ANOCR 73

Groupement Savoie Isère

Revue de presse semaine 39

REVUE DE PRESSE DE LA SEMAINE : 39

SOMMAIRE

21 09 15 ''Retraite : retrouver la confiance par la visibilité de long terme'' (Cercle des économistes)
24 09 15 Le vrai-faux retour à l'équilibre des retraites en 2016
25 09 15 La retraite progressive : un dispositif qui gagnerait à être connu
22 09 15 Retraites : Laurent Berger dévoile les propositions de la CFDT
21 09 15 ''Retraite : retrouver la confiance par la visibilité de long terme'' (Cercle des économistes)

Boursorama Pour Jean-Michel Charpin, ''la pression sur les régimes de retraite va durer jusqu'en 2035''.

Les retraites complémentaires figurent parmi les dossiers chauds de la rentrée, plus largement de l'automne. Les partenaires sociaux peinent à se mettre d'accord et il convient d'aller vite car d'autres discussions vont s'engager sur d'autres fronts. Jean-Michel Charpin propose plusieurs mesures de long terme.

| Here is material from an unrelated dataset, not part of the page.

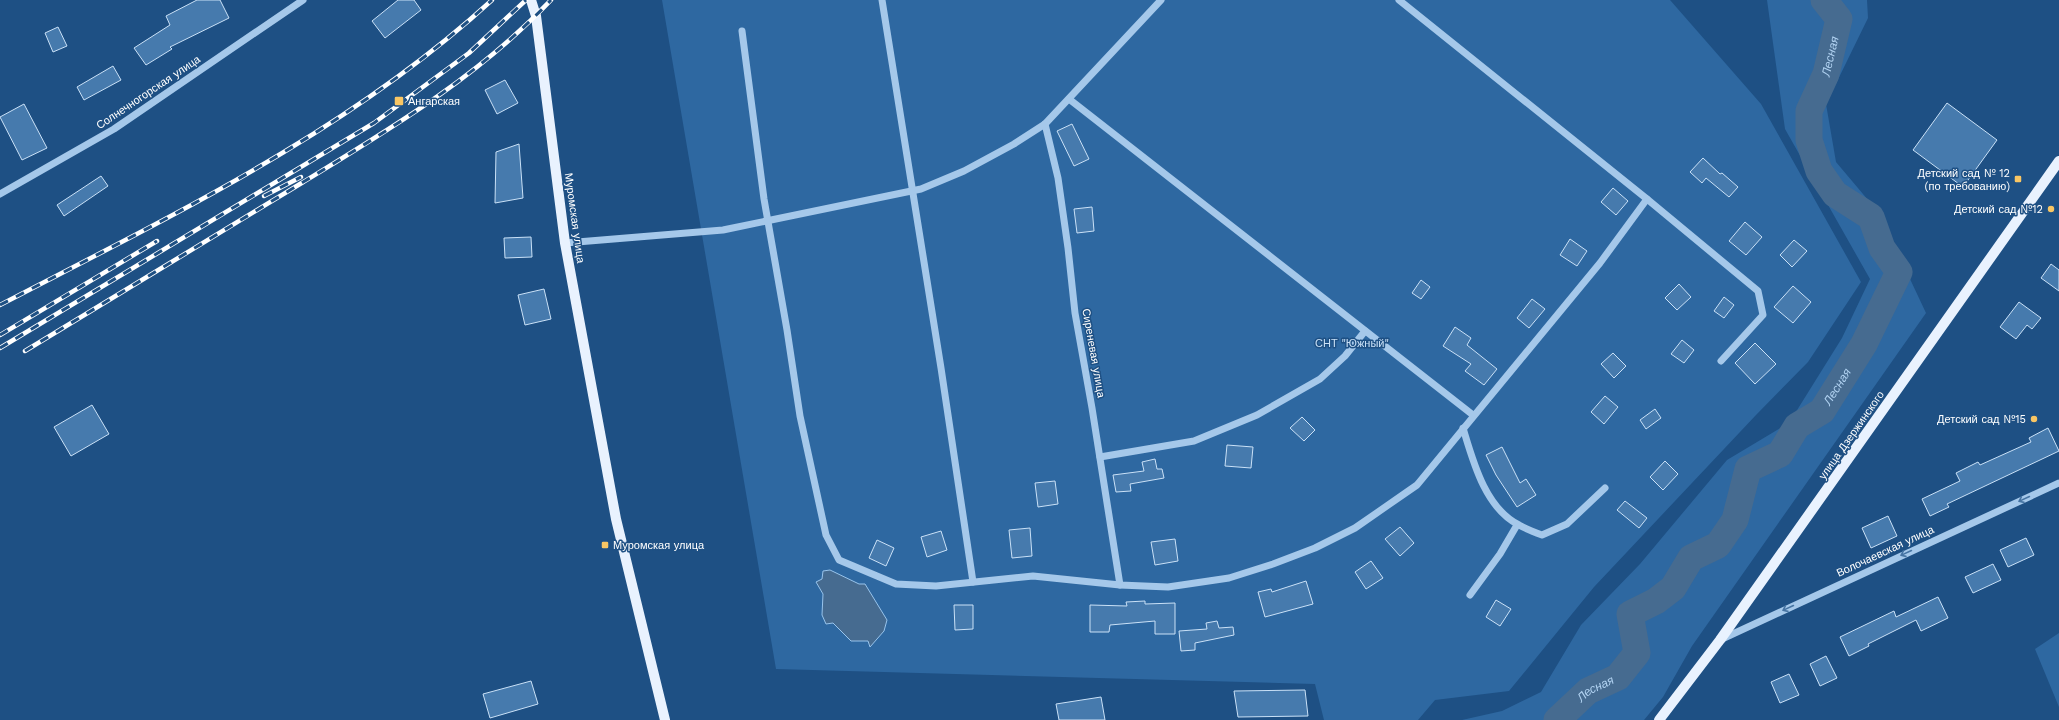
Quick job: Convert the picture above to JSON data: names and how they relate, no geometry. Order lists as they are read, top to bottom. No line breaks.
{"streets":{"main road":["Муромская улица","улица Дзержинского"],"street":["Солнечногорская улица","Сиреневая улица","Волочаевская улица"]},"crossings":[["улица Дзержинского","Волочаевская улица"]],"one_way":["Волочаевская улица"],"water":["Лесная"],"parks":["СНТ \"Южный\""],"places":{"transit":["Ангарская","Детский сад № 12 (по требованию)","Муромская улица"],"other":["Детский сад №12","Детский сад №15"]}}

La France a démarré tardivement ses réformes des retraites. Mais, contrairement à ce qu'écrivent quelquefois certains commentateurs, elle a réalisé, en plusieurs étapes, des réformes importantes : la réforme Balladur de 1993, la grande réforme Fillon de 2003, la réforme des régimes spéciaux en 2007 et le décalage des bornes d'âges (âge minimal de liquidation et âge de bénéfice automatique du taux plein) en 2010. Au total, ces réformes ont une ampleur équivalente à celles des autres pays concernés aussi par le vieillissement.

La manifestation la plus significative de ces changements se trouve dans la très forte augmentation des taux d'activité et d'emploi des seniors en France depuis 2000. Certes, leurs niveaux, comparés à ceux des autres pays, restent encore modestes, parce que la France partait en 2000 de très bas. Mais ils ont déjà rejoint les niveaux du début des années quatre-vingt : 45% pour le taux d'activité des 55-64 ans après avoir atteint 31% en 1999-2000.

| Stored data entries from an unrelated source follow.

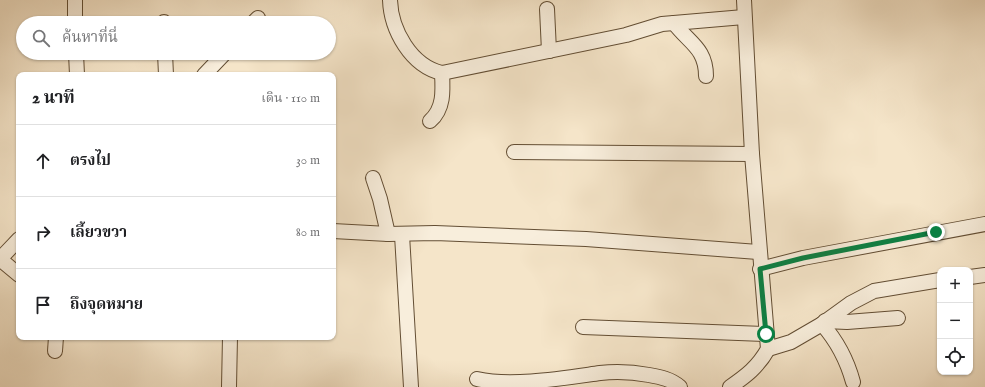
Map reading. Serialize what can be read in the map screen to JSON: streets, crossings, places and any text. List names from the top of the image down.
{
  "page": {
    "search": "ค้นหาที่นี่",
    "heading": ["2 นาที", "เดิน · 110 m"],
    "list": [
      ["ตรงไป", "30 m"],
      ["เลี้ยวขวา", "80 m"],
      "ถึงจุดหมาย"
    ],
    "map_buttons": ["+", "−"]
  }
}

Cependant, les réformes se sont succédées de façon anxiogène à la fois pour les personnes concernées et pour les observateurs. Le dispositif de pilotage créé par la loi Fillon n'a pas fonctionné : le rendez-vous de 2008 a déçu, il ne s'est quasiment rien passé, pas même une réunion avec les partenaires sociaux, la réforme de 2010 a ensuite été courageusement menée, mais dans une improvisation certaine, rien n'est aujourd'hui prévu au-delà de l'horizon 2018-2020. On comprend, dans ces conditions, que les jeunes générations s'inquiètent pour leur avenir et les observateurs pour celui des finances de la France.

La pression sur les régimes de retraite va durer jusqu'en 2035. Ensuite, les projections démographiques de l'INSEE montrent que le flux correspondant au baby-boom s'inverse : les générations nombreuses connaissent alors des taux de mortalité élevés et les nouveaux retraités sont moins nombreux parce qu'ils appartiennent à des générations postérieures au baby-boom.

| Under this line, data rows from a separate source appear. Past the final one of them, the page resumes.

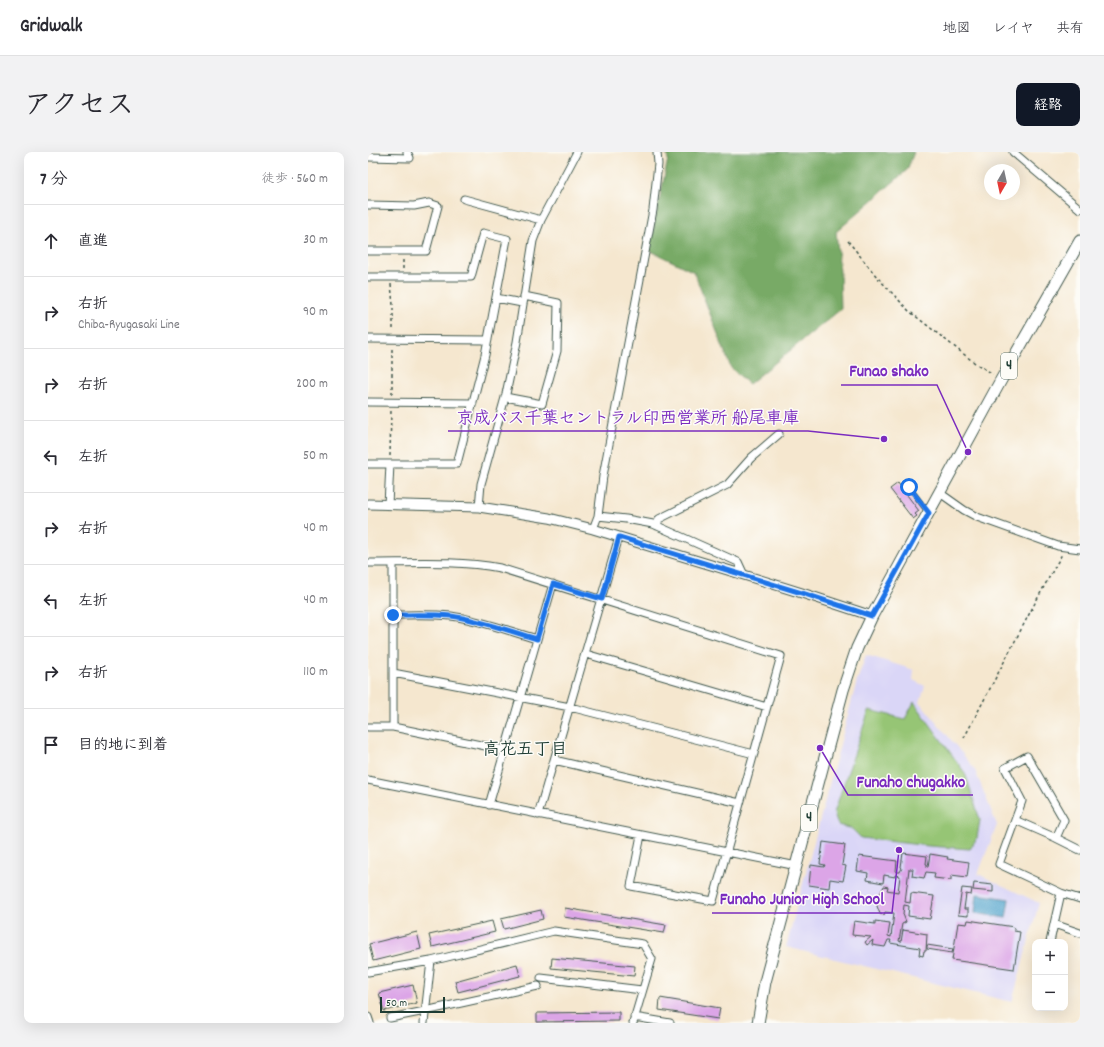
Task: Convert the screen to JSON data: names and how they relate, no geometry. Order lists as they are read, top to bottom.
{
  "streets": {
    "main road": ["4"]
  },
  "districts": ["高花五丁目"],
  "places": [
    "京成バス千葉セントラル印西営業所 船尾車庫",
    "Funao shako",
    "Funaho chugakko",
    "Funaho Junior High School"
  ],
  "scale_bar": "50 m",
  "north": "bottom",
  "page": {
    "header": "Gridwalk",
    "nav": ["地図", "レイヤ", "共有"],
    "title": "アクセス",
    "buttons": "経路",
    "heading": ["7 分", "徒歩 · 560 m"],
    "list": [
      ["直進", "30 m"],
      ["右折", "Chiba-Ryugasaki Line", "90 m"],
      ["右折", "200 m"],
      ["左折", "50 m"],
      ["右折", "40 m"],
      ["左折", "40 m"],
      ["右折", "110 m"],
      "目的地に到着"
    ],
    "map_buttons": ["+", "−"],
    "scale": "50 m"
  }
}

Pour retrouver la confiance, il faut donner de la visibilité et organiser un pilotage sérieux à cet horizon.

Ma proposition serait d'inclure dans la loi l'évolution des durées de cotisation nécessaires pour bénéficier du taux plein et des bornes d'âges jusqu'en 2035, date à partir de laquelle les ratios démographiques devraient se stabiliser. Parallèlement un dispositif de pilotage serait mis en place, permettant de guider non seulement la situation financière des régimes de retraite, mais aussi d'autres indicateurs à sélectionner conjointement avec les partenaires sociaux (par exemple, taux de remplacement, emploi des seniors, indicateurs d'équité et de solidarité...).

Rien ne serait figé : ce qu'une loi a fait, une autre peut le modifier. Mais les cotisants et futurs retraités devraient se trouver rassurés. Et la France cesserait d'être considérée – bien à tort - comme le cancre des retraites par les organisations internationales et les opérateurs financiers.

Jean-Michel Charpin

Polytechnicien et diplômé de l'ENSAE, Jean-Michel Charpin est inspecteur général des finances et membre du Conseil d'orientation des retraites. En 1999, il rend son rapport « L'avenir de nos retraites » au Premier ministre. Il a rempli plusieurs fonctions dans le secteur public dont celles de directeur général de l'INSEE, de commissaire au Plan et de directeur du CEPII. Il a également été professeur d'économie à l'Ecole centrale et membre du Comité de direction générale de la BNP.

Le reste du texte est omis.